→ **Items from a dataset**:
Segment Open

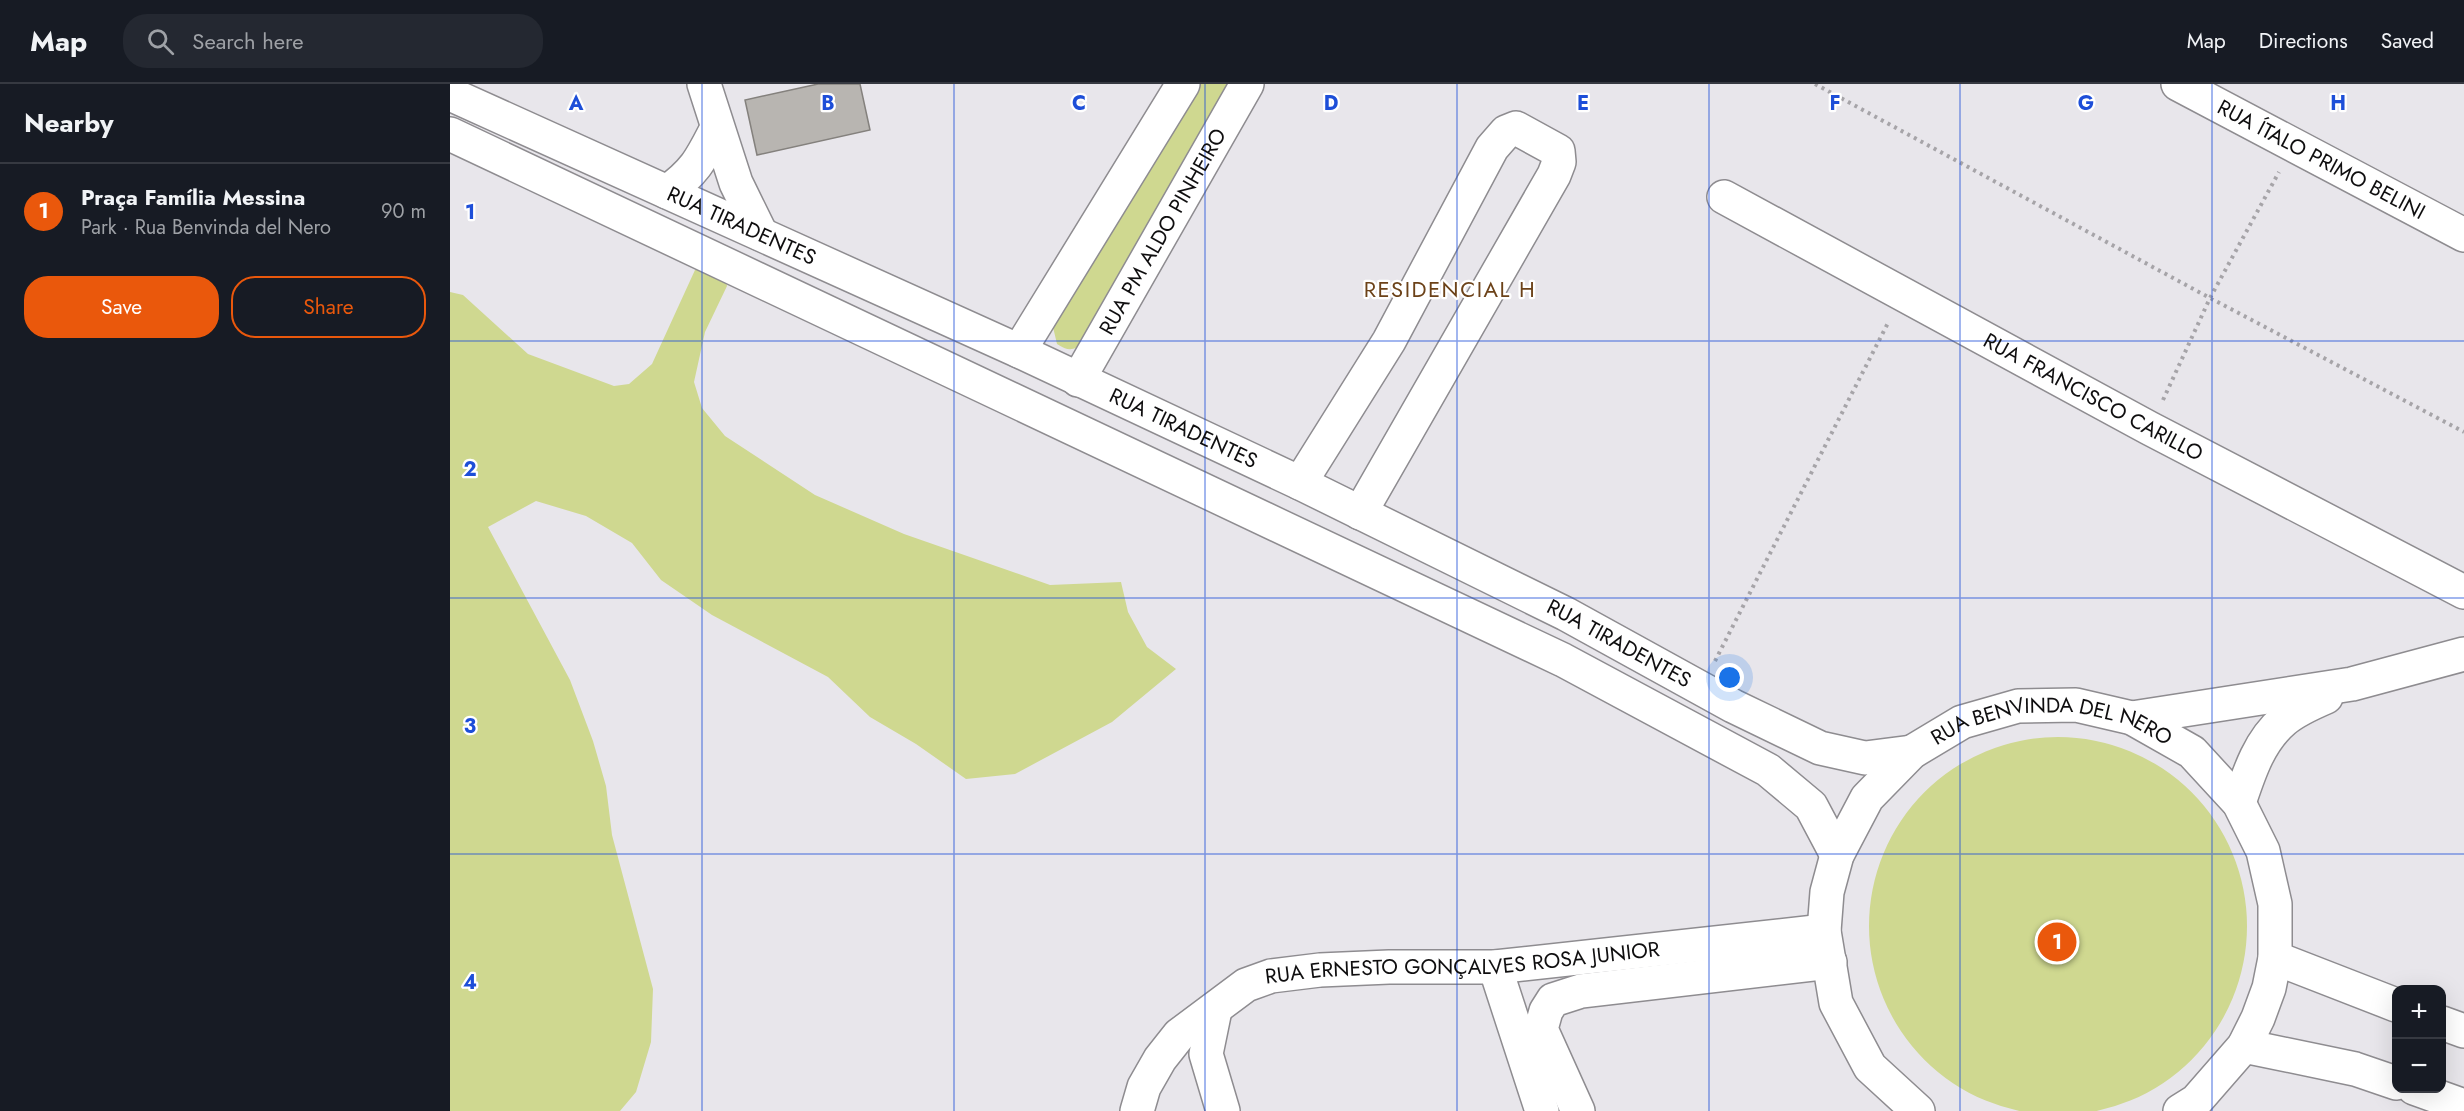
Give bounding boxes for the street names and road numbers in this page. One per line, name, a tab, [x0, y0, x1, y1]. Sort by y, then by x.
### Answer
street label: RUA ÍTALO PRIMO BELINI	[2212, 92, 2431, 227]
street label: RUA PM ALDO PINHEIRO	[1092, 123, 1234, 340]
street label: RUA TIRADENTES	[662, 179, 821, 272]
street label: RUA FRANCISCO CARILLO	[1978, 326, 2208, 469]
street label: RUA TIRADENTES	[1104, 381, 1262, 476]
street label: RUA TIRADENTES	[1542, 592, 1697, 695]
street label: RUA BENVINDA DEL NERO	[1926, 732, 2178, 758]
street label: RUA ERNESTO GONÇALVES ROSA JUNIOR	[1263, 934, 1661, 992]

Segment Closed

→ **GOAL OF THE EXERCISE**: With the images omitted, retype the records above exactly.

→ **ANSWER SPACE**:
Give bounding boxes for the street names and road numbers in this page. One per line, name, a tab, [x0, y0, x1, y1]. Sort by y, then by x.
### Answer
street label: RUA ÍTALO PRIMO BELINI	[2212, 92, 2431, 227]
street label: RUA PM ALDO PINHEIRO	[1092, 123, 1234, 340]
street label: RUA TIRADENTES	[662, 179, 821, 272]
street label: RUA FRANCISCO CARILLO	[1978, 326, 2208, 469]
street label: RUA TIRADENTES	[1104, 381, 1262, 476]
street label: RUA TIRADENTES	[1542, 592, 1697, 695]
street label: RUA BENVINDA DEL NERO	[1926, 732, 2178, 758]
street label: RUA ERNESTO GONÇALVES ROSA JUNIOR	[1263, 934, 1661, 992]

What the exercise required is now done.